If you want to include a new quality metric, you need to include the calculation inside the [analyses.py](analyses.py) module. If this new metric requires the use of a new query on the SPARQL endpoint, you can add a new query in the [query.py](query.py) module and call it from the [analyses.py](analyses.py) module .Then, based on the quality dimension to which it belongs, modify the related class in the [QualityDimensions](/QualityDimensions/) folder, or create a new class if this belongs to a new dimension.
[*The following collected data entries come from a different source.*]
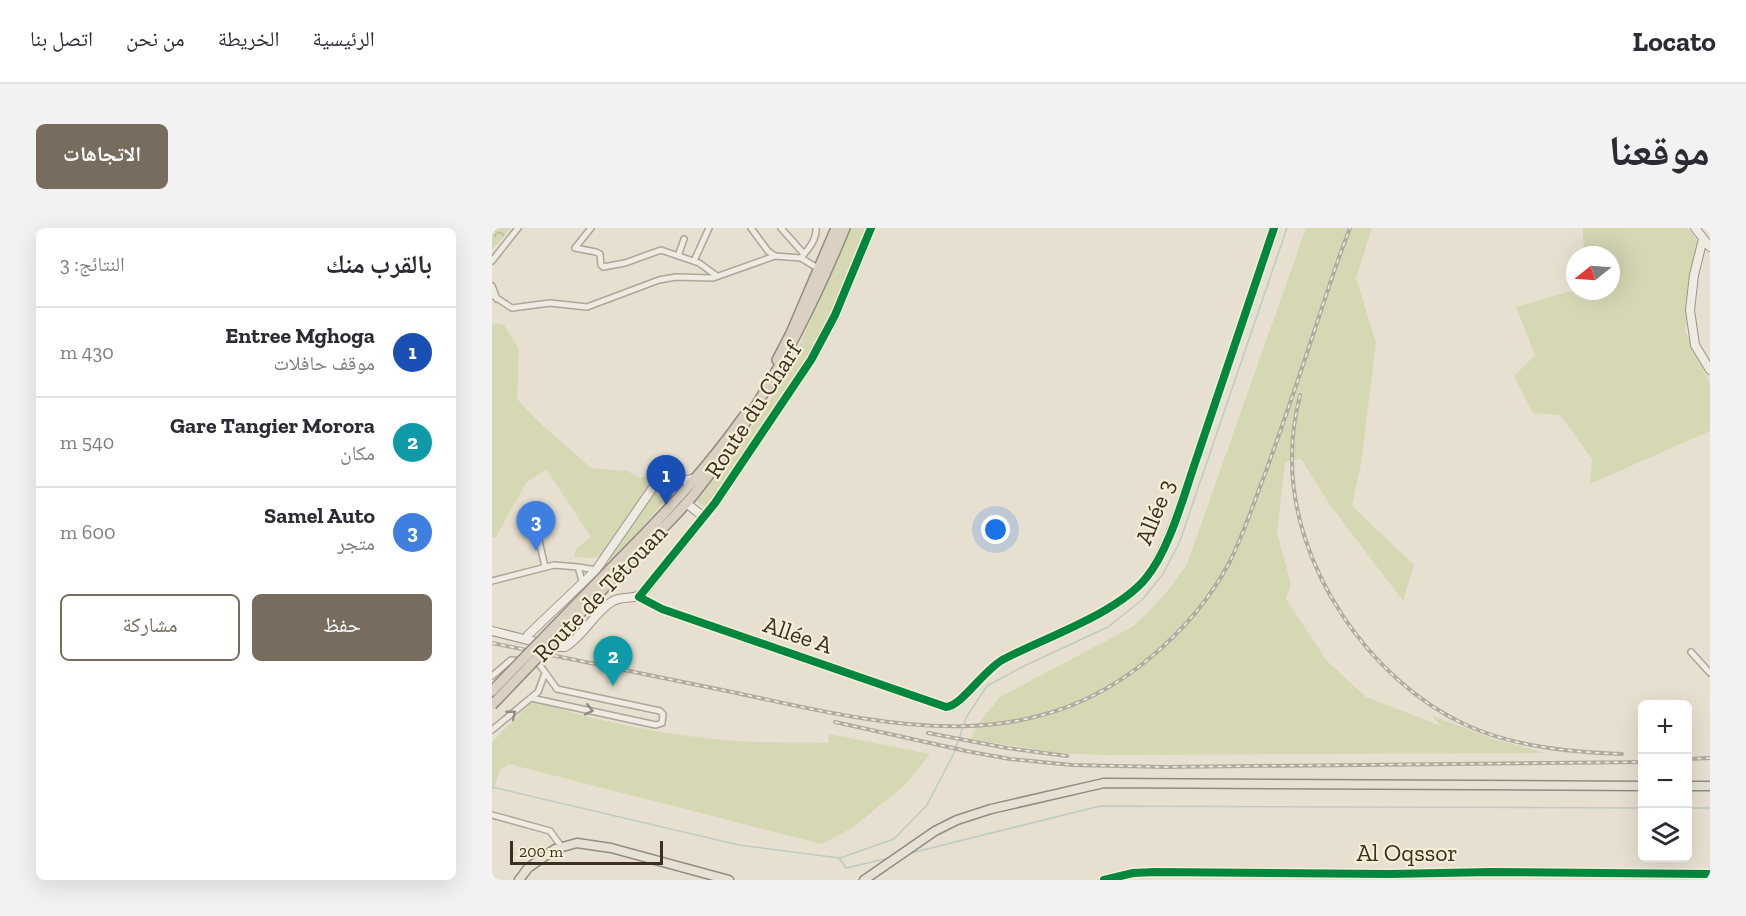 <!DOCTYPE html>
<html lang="ar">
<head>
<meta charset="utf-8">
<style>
  :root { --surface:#fff; --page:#f2f2f3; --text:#2b2b33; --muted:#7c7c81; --line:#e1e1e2; --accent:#786c5e }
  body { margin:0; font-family:"Zilla Slab","Noto Naskh Arabic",serif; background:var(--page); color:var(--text); direction:rtl }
  .controls { position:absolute; right:18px; bottom:18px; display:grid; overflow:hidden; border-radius:9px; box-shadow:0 6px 24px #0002 }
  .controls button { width:54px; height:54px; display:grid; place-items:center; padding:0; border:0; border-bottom:2px solid var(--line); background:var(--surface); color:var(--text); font:30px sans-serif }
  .compass { position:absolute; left:1074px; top:18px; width:54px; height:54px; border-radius:50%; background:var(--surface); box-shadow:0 6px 24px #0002; rotate:253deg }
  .scale { position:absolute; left:18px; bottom:15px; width:153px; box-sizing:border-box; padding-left:6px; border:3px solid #3d2e20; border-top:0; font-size:16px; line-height:21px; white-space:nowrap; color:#3d2e20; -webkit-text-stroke:4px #f7eed8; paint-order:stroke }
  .you { position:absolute; left:504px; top:302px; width:21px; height:21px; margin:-15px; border:4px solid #fff; border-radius:50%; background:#1a73e8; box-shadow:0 0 0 9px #1a73e833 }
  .badge { display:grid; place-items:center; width:39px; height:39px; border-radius:50%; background:var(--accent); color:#fff; font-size:20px; font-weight:700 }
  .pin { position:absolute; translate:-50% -50px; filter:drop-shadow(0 2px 3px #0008) }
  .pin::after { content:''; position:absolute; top:32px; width:21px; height:18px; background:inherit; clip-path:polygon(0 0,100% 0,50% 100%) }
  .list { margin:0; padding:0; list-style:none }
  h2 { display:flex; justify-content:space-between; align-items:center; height:78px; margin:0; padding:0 24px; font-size:26px }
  h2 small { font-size:20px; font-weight:400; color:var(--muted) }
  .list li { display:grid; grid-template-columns:39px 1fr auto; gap:18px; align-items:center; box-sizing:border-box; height:90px; padding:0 24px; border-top:2px solid var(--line) }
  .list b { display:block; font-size:22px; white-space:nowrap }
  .list p { margin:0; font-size:20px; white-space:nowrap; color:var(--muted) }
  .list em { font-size:20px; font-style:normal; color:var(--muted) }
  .actions { display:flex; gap:12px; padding:18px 24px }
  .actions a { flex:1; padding:14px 0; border:2px solid var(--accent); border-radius:9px; text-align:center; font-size:21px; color:var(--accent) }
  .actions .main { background:var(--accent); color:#fff }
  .icon { flex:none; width:33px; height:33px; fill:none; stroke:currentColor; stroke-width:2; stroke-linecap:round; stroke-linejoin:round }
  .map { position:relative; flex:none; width:1218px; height:652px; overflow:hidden; direction:ltr; border-radius:9px }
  header { display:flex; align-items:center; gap:36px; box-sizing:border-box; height:84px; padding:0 30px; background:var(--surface); border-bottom:2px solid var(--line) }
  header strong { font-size:28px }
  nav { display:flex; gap:33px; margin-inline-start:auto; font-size:21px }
  .intro { display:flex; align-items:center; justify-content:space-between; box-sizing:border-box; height:144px; padding:0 36px }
  h1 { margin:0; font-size:42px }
  .button { padding:15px 27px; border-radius:9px; background:var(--accent); color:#fff; font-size:21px; font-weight:700 }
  main { display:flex; gap:36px; padding:0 36px }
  aside { flex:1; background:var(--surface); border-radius:9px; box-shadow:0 6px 24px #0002 }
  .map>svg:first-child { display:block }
</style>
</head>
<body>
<header>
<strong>Locato</strong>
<nav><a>الرئيسية</a><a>الخريطة</a><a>من نحن</a><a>اتصل بنا</a></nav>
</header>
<div class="intro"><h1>موقعنا</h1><a class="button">الاتجاهات</a></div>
<main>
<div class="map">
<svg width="1218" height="652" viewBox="0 0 1218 652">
  <defs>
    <pattern id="park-crowns" width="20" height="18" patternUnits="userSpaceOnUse" patternTransform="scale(1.5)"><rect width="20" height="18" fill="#d6d7b3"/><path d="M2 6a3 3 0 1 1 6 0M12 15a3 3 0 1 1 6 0" fill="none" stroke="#b9b99a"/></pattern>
  </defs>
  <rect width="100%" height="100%" fill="#e7e0d1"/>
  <path fill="#d6d7b3" d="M358 0H376L327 109 293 165 213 279 205 273C232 238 260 202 283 164 313 112 335 55 358 0Z
    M814 0H880L864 50 884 115 869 236 860 278 922 337 911 373 836 274 809 231 793 234 785 305 799 356 794 371 835 433 874 469 949 498 939 487 1001 511 1054 525 613 527 566 525 479 511 486 496 508 469 640 399C662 380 679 360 695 336Z
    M1091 0H1196L1205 13 1193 103 1218 156V203L1098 256 1100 231 1068 187 1041 185 1022 148 1043 127 1024 79 1083 62 1119 63V27H1094L1091 12Z
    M0 95 12 97 27 121 25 171 47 194 99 240 135 243 149 250 171 241 176 245 181 262 122 334 110 327 101 330 82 329 84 321 99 309 54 241 34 255 4 309 0 310Z
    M41 473C107 494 176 508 244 513 275 515 305 514 336 515L337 506 438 526 412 558 360 600 330 616 17 536 8 542 0 566V514Z"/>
  <path fill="url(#park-crowns)" d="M0 0H19L0 22Z"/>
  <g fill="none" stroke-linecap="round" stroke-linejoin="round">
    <path stroke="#bcccc2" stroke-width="1.5" d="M0 559 247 617 347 630 354 640 397 630
      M1196 580H1218
      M419 625 608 578 1150 580
      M348 630 402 611 435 577 461 527 475 488 495 458 532 438 616 399 650 372 671 346 688 313 795 0"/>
    <g stroke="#ada599" stroke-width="8">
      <path id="street" d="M99 0 83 20 104 24 108 26 109 37 111 39 133 35 169 22 207 35 225 48
        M259 0 276 23 283 28 309 30
        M289 0 312 26
        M324 0C325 12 316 21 309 30L327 41
        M186 28 192 11
        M0 33 26 0
        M202 33 217 0
        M0 58 5 71
        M0 67 20 80 58 75 95 79 167 52 184 49 221 50 283 28
        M43 295 53 339
        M0 353 62 337 86 339
        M91 356 86 339 104 342
        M147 369 170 381 454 479H460L466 475 487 451 504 435 620 378 655 350 674 313 693 263 782 0
        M1199 424 1218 445
        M39 435 47 436 65 461 168 483 171 486 170 495 164 497 39 470
        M0 448 19 432 30 433
        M0 502 46 464 53 445
        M0 587 58 603 69 618
        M612 652 641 645 663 644 898 646 999 644 1218 646"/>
    </g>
    <g stroke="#9c958a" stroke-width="10">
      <path id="secondary" d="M1203 0 1218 19
        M1211 11 1202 47 1198 82 1203 117 1218 142
        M194 275 212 289
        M0 403 64 419H73C92 408 102 384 121 373 132 367 142 373 152 364L223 275 319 132 343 87 379 0
        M35 411 36 407 104 342 162 258C176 249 189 255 204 250"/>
    </g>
    <g stroke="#928b80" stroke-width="11">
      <path id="primary" d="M1196 558H1218
        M27 652 36 640 63 621 85 615 119 620 237 652
        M372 652 443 603 465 592 499 581 612 555 1150 558"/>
    </g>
    <g stroke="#928b80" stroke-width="12">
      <path id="highway" d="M285 132 299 105 344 0
        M131 328C175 284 216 239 252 188
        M137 334C159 311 183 290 203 265 267 185 314 95 353 0"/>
    </g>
    <use href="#street" stroke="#efebe3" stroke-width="5"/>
    <use href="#secondary" stroke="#efebe3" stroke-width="8"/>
    <use href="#primary" stroke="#e6e1d4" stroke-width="8"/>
    <use href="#highway" stroke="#dad1c2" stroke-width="9"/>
    <g stroke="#afaaa2" stroke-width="4">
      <path id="rail" d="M808 167C803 187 800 208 800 229 799 338 877 452 974 497 1022 519 1078 524 1130 526
        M0 415C80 431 160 448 240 464 385 495 533 536 659 429 690 403 718 371 737 335 752 306 762 274 774 243 790 199 805 155 820 110 832 73 844 36 858 0
        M343 494 479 524 518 531 580 537 672 539 1150 534
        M436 505 515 520 575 528
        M1196 531 1218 530"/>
    </g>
    <use href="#rail" stroke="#f7eed8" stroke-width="1.5" stroke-dasharray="4.5" stroke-linecap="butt"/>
    <g stroke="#928b80" stroke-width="12" stroke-linecap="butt">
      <path id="highway-bridge" d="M0 463 131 328
        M0 477 137 334"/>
    </g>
    <use href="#highway-bridge" stroke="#dad1c2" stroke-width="9"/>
    <g stroke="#f7eed8" stroke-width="11">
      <path id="cycleway" d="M379 0 343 87 319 132 223 275 147 369 170 381 454 479C470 478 492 441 512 431 552 410 626 385 654 350 677 322 690 273 702 238 729 159 755 79 782 0
        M612 652 641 645 663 644 898 646 999 644 1218 646"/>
    </g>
    <use href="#cycleway" stroke="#00873e" stroke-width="8"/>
  </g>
  <defs><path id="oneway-chevron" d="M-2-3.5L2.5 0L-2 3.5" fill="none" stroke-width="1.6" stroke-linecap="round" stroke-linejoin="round" transform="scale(1.5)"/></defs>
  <g stroke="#968c82">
    <use href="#oneway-chevron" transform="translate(97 482) rotate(13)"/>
    <use href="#oneway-chevron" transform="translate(20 486) rotate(-39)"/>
  </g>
  <g text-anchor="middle" stroke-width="4.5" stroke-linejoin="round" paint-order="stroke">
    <g font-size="24" fill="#3d2e20" stroke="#f7eed8">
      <text transform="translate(261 182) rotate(-57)" y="8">Route du Charf</text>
      <text transform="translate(663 284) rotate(-68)" y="8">Allée 3</text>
      <text transform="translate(108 365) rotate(-46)" y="8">Route de Tétouan</text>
      <text transform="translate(306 407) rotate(19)" y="8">Allée A</text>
      <text x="915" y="633">Al Oqssor</text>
    </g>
  </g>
</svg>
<div class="controls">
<button>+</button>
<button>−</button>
<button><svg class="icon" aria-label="layers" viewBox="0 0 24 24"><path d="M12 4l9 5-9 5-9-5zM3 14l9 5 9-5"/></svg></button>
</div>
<svg class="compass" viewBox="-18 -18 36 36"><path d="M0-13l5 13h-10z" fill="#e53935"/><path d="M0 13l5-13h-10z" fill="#7c7c81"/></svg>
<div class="scale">200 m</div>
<div class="you"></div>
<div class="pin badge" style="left:174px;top:277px;background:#1a4fb4">1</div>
<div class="pin badge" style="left:121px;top:458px;background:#0f9aa8">2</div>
<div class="pin badge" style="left:44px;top:323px;background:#3f7fe0">3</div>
</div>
<aside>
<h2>بالقرب منك<small>النتائج: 3</small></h2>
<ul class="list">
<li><span class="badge" style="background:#1a4fb4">1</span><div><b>Entree Mghoga</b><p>موقف حافلات</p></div><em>430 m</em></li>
<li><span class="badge" style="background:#0f9aa8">2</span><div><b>Gare Tangier Morora</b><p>مكان</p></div><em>540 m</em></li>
<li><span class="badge" style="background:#3f7fe0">3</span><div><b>Samel Auto</b><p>متجر</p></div><em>600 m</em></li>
</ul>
<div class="actions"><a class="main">حفظ</a><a>مشاركة</a></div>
</aside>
</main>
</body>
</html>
If you created a new dimension for the new metric, it must be included in the [KnowledgeGraph.py](KnowledgeGraph.py) class. Then instantiate the classes in the [analyses.py](analyses.py) to assign the value obtained from the new quality metric. If you want also to see this new metric in the csv file given in output, you need to edit the [OutputCSV.py](OutputCSV.py) module appropriately. Essentially you have to include a new header, having as name the name of the new metric and then recall the value of the metric from the [KnowledgeGraph.py](KnowledgeGraph.py) object appropriately constructed in the [analyses.py](analyses.py) module.